Mr. Shapiro is in the news this week as President Barack Obama announced a partnership between MENTOR and the National Basketball Association to help inspire more men of color to become mentors. 

“When young people of color and young women and girls are mentored by professions from [science, technology, engineering, and math] fields, they begin to see a future for themselves that they might not have thought possible – especially if they’re mentored by professionals who share aspects of their backgrounds,” Shapiro adds.
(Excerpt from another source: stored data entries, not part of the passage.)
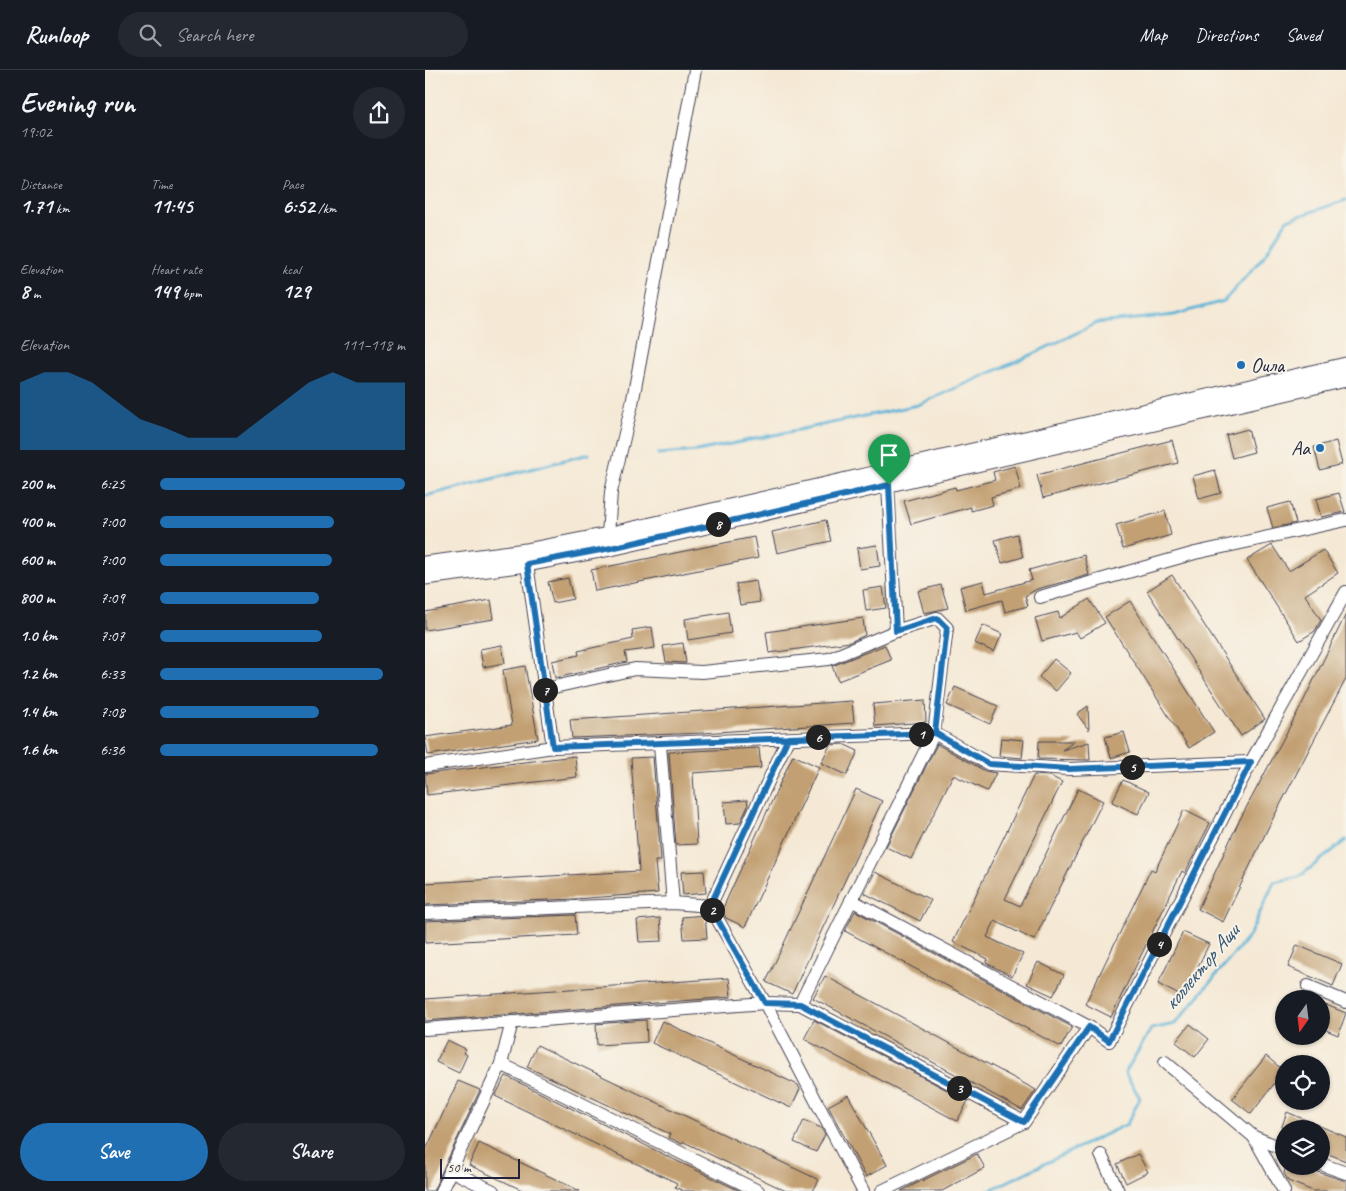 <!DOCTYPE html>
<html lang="en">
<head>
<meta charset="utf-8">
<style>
  body { margin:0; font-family:Caveat,sans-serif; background:#242831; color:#f1f3f6; height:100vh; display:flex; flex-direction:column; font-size:19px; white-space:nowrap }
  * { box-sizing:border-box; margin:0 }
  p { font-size:16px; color:#9ea1a6 }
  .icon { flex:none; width:28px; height:28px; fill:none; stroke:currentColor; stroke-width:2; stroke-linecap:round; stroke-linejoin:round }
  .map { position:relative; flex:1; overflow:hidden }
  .panel { display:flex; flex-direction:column; background:#171b24; width:425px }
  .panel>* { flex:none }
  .needle { width:32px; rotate:194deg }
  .buttons { position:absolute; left:850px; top:920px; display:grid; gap:10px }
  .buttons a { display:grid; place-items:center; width:55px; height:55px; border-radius:50%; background:#171b24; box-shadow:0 1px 4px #0004; font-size:25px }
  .scale { position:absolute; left:15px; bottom:12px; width:80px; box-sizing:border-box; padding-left:5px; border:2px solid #22223b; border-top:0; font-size:14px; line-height:18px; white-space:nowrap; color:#22223b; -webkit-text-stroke:4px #f7f3e8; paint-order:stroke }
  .pin { position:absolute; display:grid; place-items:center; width:42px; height:42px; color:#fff; margin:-51px -21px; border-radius:50% 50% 50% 0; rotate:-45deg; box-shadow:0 0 5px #0007 }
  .pin .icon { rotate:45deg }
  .km { position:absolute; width:25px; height:25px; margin:-12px; border-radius:50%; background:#222; color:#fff; font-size:14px; line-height:25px; text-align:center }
  .round { display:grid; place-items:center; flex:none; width:52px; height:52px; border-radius:26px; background:#242831 }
  .head { display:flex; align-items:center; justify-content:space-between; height:85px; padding:0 20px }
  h1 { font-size:28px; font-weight:700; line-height:38px }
  .metrics { display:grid; grid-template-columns:repeat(3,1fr); gap:8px; height:85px; padding:5px 20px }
  .metrics div { display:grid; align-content:center }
  .metrics b { font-size:21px; font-weight:700 }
  .metrics small { font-size:14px; font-weight:400 }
  .metrics p { font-size:14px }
  .chart { height:140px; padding:10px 20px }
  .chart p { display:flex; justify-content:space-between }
  .chart svg { width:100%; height:90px; margin-top:5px; fill:#1f6fb2; opacity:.7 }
  .button { display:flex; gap:10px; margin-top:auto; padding:10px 20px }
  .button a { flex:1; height:58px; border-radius:30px; background:#1f6fb2; color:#fff; font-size:20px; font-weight:700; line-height:58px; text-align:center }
  .button a+a { background:#242831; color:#f1f3f6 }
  ul { padding:0 20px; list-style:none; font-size:16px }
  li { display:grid; grid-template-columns:80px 60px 1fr; align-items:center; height:38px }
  li i { height:12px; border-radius:6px; background:#1f6fb2 }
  header { display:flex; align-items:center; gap:30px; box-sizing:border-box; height:70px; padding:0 25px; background:#171b24; border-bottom:1px solid #363941 }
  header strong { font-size:24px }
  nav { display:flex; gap:28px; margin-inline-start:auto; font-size:18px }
  .search { width:350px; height:45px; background:#242831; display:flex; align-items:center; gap:12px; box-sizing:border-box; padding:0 18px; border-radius:28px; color:#9ea1a6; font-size:19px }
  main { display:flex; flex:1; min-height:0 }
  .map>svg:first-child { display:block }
</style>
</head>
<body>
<header>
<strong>Runloop</strong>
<div class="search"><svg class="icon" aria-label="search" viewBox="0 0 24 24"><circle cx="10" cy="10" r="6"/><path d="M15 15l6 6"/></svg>Search here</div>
<nav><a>Map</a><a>Directions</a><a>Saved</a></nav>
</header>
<main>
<section class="panel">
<div class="head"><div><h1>Evening run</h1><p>19:02</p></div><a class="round"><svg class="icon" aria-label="share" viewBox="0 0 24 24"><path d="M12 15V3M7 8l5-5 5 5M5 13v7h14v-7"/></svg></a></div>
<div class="metrics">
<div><p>Distance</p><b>1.71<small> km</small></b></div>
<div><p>Time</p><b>11:45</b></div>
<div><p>Pace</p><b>6:52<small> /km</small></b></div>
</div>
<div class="metrics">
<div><p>Elevation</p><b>8<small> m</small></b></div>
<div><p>Heart rate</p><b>149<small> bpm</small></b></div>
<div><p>kcal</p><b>129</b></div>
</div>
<div class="chart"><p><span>Elevation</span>111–118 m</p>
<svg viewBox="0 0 160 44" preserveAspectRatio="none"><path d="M0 44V11L10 6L20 6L30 11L40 20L50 29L60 33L70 38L80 38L90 38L100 29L110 20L120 11L130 6L140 11L150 11L160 11V44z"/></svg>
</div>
<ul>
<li><b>200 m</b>6:25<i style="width:100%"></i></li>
<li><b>400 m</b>7:00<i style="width:71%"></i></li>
<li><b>600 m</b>7:00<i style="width:70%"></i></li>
<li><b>800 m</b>7:09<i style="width:65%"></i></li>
<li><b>1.0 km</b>7:07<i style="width:66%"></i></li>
<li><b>1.2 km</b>6:33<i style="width:91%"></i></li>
<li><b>1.4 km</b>7:08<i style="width:65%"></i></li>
<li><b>1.6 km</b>6:36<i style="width:89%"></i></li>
</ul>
<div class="button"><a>Save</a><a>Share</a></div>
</section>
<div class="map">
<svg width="921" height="1121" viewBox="0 0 921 1121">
  <rect width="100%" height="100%" fill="#f7f3e8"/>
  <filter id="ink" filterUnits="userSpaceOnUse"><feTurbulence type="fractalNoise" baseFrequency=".02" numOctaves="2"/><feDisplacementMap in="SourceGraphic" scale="10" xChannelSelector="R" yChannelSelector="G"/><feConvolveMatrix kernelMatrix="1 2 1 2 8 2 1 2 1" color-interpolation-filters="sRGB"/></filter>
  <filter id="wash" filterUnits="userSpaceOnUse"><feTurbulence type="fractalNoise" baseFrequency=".0096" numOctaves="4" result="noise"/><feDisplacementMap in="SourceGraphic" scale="20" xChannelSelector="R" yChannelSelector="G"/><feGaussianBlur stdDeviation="1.12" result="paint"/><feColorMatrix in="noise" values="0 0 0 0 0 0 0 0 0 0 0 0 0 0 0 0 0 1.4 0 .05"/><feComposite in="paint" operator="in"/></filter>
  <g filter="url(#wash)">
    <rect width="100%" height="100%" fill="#f5e9d5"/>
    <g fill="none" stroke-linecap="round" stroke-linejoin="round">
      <g stroke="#5ab2d7" stroke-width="3">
        <path d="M233,384L272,381L493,335L608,284L672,253L749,245L799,231L840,185L862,150L921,130"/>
        <path d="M0,426L164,384"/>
        <path d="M563,1121L702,1054L715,1028L700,1003L726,959L750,954L824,866L849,812L874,807L921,770"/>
      </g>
    </g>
    <g id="blocks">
      <g fill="#c2a073">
        <path d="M823,359L829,382L807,388L801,365Z"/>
        <path d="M747,370L753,393L618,428L612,405Z"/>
        <path d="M911,371L917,394L895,400L889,377Z"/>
        <path d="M590,396L596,419L566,427L568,435L546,441V437L486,454L479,431L530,417L531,420L570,410L568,402Z"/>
        <path d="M790,400L796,423L774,429L768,406Z"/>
        <path d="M914,423L920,442L896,447L891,429Z"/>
        <path d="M865,432L871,453L848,458L842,438Z"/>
        <path d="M740,441L746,465L698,479L691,455Z"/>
        <path d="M401,450L406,471L352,483L347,462Z"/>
        <path d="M592,464L598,487L577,493L570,470Z"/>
        <path d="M329,467L333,488L170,521L166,500Z"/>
        <path d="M452,475L455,496L435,499L432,478Z"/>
        <path d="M847,475L864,501L898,480L913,503L880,525L896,550L890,561L874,571L822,490Z"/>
        <path d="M659,485L664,505L612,519L600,526L603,536L580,542L577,530L541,540L535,517L558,511L561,523L607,510L604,500Z"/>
        <path d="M747,505L840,649L816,666L722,521Z"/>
        <path d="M143,508L148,529L128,533L123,512Z"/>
        <path d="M331,511L335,532L315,535L311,514Z"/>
        <path d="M516,515L523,538L499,543L493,521Z"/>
        <path d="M458,517L461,538L441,541L438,520Z"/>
        <path d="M664,529L680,553L655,568L651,562L617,571L610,548L633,542L635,548Z"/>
        <path d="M66,530L69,549L0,560V542Z"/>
        <path d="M705,531L789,662L764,678L680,547Z"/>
        <path d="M303,542L306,563L263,570L260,549Z"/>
        <path d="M921,544V609L844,756L798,852L773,839L813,753L878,632Z"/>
        <path d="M438,548L440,565L425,572L344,583L341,562Z"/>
        <path d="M558,555L577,564L569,582L550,573Z"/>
        <path d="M227,557L230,578L200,582L202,592L130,608L127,591L154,585L153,581L208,569L207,560Z"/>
        <path d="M258,573L261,593L241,592L238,576Z"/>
        <path d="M77,575L80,593L58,597L55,579Z"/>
        <path d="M460,575L466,590L413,611L407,596Z"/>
        <path d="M629,589L646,603L631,621L614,607Z"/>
        <path d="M100,596L113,669L3,685L0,667L87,655L78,600Z"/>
        <path d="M530,617L573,636L565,654L522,635Z"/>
        <path d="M500,630L501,652L450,656L448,634Z"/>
        <path d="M427,631L429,653L277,663L147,668L145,650Z"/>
        <path d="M663,636L664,660L652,644Z"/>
        <path d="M699,662L705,682L686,688L680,667Z"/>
        <path d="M576,668L599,670L597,688L574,686Z"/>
        <path d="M614,671H650L637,680L664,672L665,690L613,689Z"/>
        <path d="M418,674L433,681L422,705L396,693L405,675Z"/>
        <path d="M512,674L560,701L571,703L562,721L528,705L486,789L461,777Z"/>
        <path d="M334,678L336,698L268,703L272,774L251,775L244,682Z"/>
        <path d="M368,685L394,697L320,857L301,848L297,840Z"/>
        <path d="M150,686L152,707L2,725L0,704Z"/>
        <path d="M228,687L236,791H230L233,823L149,829L0,835V813L214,801L206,688Z"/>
        <path d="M609,705L625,706L637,712L580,829L595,836L653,719L678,731L609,870L570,851L562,867L598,884L587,906L561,893L563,889L528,872Z"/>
        <path d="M698,710L724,722L713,744L687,732Z"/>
        <path d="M431,719L457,731L367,924L341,912Z"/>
        <path d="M322,730L323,736L315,753L301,754L299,732Z"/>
        <path d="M759,740L785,753L760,803L757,801L686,947L660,934L726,799L730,801Z"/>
        <path d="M279,801L281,823L258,825L256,802Z"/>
        <path d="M450,802L506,830L495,851L439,823Z"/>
        <path d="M430,841L647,957L636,977L420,861Z"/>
        <path d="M150,845L152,865L0,873V851Z"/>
        <path d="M280,845L282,868L259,869L257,847Z"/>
        <path d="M235,848L237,871L214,872L212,850Z"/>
        <path d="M758,862L784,874L758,927L733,914Z"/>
        <path d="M872,875L917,894L908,916L863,897Z"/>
        <path d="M613,892L639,905L628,926L602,914Z"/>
        <path d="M400,906L458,937L611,1020L597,1040L388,928Z"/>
        <path d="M304,908L306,927L0,951V929Z"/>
        <path d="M901,935L921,943L913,965L896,958V947Z"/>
        <path d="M221,950L222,972L172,975L171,954Z"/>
        <path d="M389,950L543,1031L532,1051L379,969Z"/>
        <path d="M237,951L373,1015L375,1019L366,1038L227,973Z"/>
        <path d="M765,954L784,969L770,987L751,972Z"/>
        <path d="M22,970L41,979L39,983L42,985L34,1003L11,992Z"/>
        <path d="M112,975L394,1110L388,1121H361L259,1072L257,1074L243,1067L245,1064L102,997Z"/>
        <path d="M841,986L859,1001L826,1044L807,1029Z"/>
        <path d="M81,1006L250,1090L315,1121H258L250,1117L252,1113L70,1026Z"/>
        <path d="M33,1011L55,1020L8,1121H0V1082Z"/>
        <path d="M423,1025L462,1095L441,1107L403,1036Z"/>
        <path d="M862,1042L921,1067V1091L896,1081V1059H856Z"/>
        <path d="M379,1050L396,1058L400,1065L391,1082L369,1072Z"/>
        <path d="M54,1073L107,1098L155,1121H99L44,1095Z"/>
        <path d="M552,1084L560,1098L517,1121H476Z"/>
        <path d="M713,1084L723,1102L701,1113L692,1094Z"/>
        <path d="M861,1096H888L893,1102L921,1111V1121H888L863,1111L859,1103Z"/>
      </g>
    </g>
  </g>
  <g filter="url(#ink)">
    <use href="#blocks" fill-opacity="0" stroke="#424052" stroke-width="1"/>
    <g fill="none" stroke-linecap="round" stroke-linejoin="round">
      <defs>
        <g id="minor">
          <path d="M463,415L471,561"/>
          <path d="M183,465L186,422L207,334L270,0"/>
          <path d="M102,494L128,677"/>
          <path d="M615,527L770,483L921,450"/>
          <path d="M120,619L210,599L277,602L404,589L471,561L512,548L522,558L509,663L375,934"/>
          <path d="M235,675L248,833"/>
          <path d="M0,696L128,677L509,663L564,694L644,699L826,692"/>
          <path d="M426,830L664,957L684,971L826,692L921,522"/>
          <path d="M285,836L340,933L438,1121"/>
          <path d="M285,836L363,669"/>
          <path d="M0,843L248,833L285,836"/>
          <path d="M883,916L921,932"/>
          <path d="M0,959L340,933L375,934L599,1052"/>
          <path d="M740,992L829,1067L859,1121"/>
          <path d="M76,994L333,1121"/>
          <path d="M829,1067L859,1079"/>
          <path d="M676,1085L693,1121"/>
          <path d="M896,1094L921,1103"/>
          <path d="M25,1100L68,1121"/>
          <path d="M16,1121L76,994L87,952"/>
          <path d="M457,1121L599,1052L664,957"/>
        </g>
        <g id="major">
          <path d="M0,494L101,481L183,465L921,295"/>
          <path d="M0,507L102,494L186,478L921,309"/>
        </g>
      </defs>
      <use href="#minor" stroke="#424052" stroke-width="14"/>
      <use href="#major" stroke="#424052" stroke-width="17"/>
      <use href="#minor" stroke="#fff" stroke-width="12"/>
      <use href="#major" stroke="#fff" stroke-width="15"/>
    </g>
  </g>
  <g fill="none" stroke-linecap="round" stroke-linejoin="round" filter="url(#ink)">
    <defs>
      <path id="route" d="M464,415L471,561L512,548L522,558L510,663L363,668L285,836L340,933L375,934L599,1052L664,957L684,971L826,692L644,699L564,694L510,663L128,677L102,494L186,478L464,415"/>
    </defs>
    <use href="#route" stroke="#fff" stroke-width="10"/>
    <use href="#route" stroke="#1f6fb2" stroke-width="6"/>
  </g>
  <g fill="#1f6fb2" stroke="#f7f3e8" stroke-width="2">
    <circle cx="816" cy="295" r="5"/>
    <circle cx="895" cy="378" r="5"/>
  </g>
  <g text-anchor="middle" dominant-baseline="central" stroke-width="4" stroke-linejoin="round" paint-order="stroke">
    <g font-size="20" fill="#22223b" stroke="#f7f3e8" text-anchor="start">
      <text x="826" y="295">Оила</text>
      <text x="885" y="378" text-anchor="end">Аа</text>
    </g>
    <g font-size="21" font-style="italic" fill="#365472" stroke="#f7f3e8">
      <text transform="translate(776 897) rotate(-50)">коллектор Ащи</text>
    </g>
  </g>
</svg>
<div class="buttons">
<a><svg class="needle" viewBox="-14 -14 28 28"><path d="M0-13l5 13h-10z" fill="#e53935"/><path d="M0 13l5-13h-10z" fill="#9ea1a6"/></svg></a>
<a><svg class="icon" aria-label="locate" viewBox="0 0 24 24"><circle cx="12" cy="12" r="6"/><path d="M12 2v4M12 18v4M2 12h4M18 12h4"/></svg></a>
<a><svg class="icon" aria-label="layers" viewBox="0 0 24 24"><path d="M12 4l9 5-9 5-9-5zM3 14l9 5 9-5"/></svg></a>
</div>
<div class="scale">50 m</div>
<div class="pin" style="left:464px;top:415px;background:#1e9e55"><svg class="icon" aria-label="arrive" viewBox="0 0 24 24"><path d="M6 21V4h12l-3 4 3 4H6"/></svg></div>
<b class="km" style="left:496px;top:664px">1</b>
<b class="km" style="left:287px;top:840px">2</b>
<b class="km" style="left:534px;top:1018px">3</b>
<b class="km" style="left:734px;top:874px">4</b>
<b class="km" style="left:707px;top:697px">5</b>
<b class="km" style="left:393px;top:667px">6</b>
<b class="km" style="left:120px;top:620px">7</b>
<b class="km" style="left:293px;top:454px">8</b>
</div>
</main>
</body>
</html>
“I am not surprised at all by the Twitter diversity figures, nor by any tech company’s diversity figures,” says Arthur Bowman, a professor of biology at Norfolk State University, a historically black college, and past president of the Virginia Children’s Engineering Council.

The retention and graduation rates for young men and women of color are trailing behind those of their white and Asian counterparts, according to a 2013 survey conducted by the Institute of Educational Sciences.

“Forget about technology," says Dr. Bowman. "The graduation rate here at NSU [for black men] is at 24 percent. We would be thrilled to make it up to the 40 percent rate of graduation that other [historically black colleges and university] have.”

Perhaps the solution is less in the hiring process and more in the education and mentoring resources available to potential candidates, he says.

“Adult mentors can foster interests and learning," says Shapiro, "and thereby build a stronger, more diverse workforce.”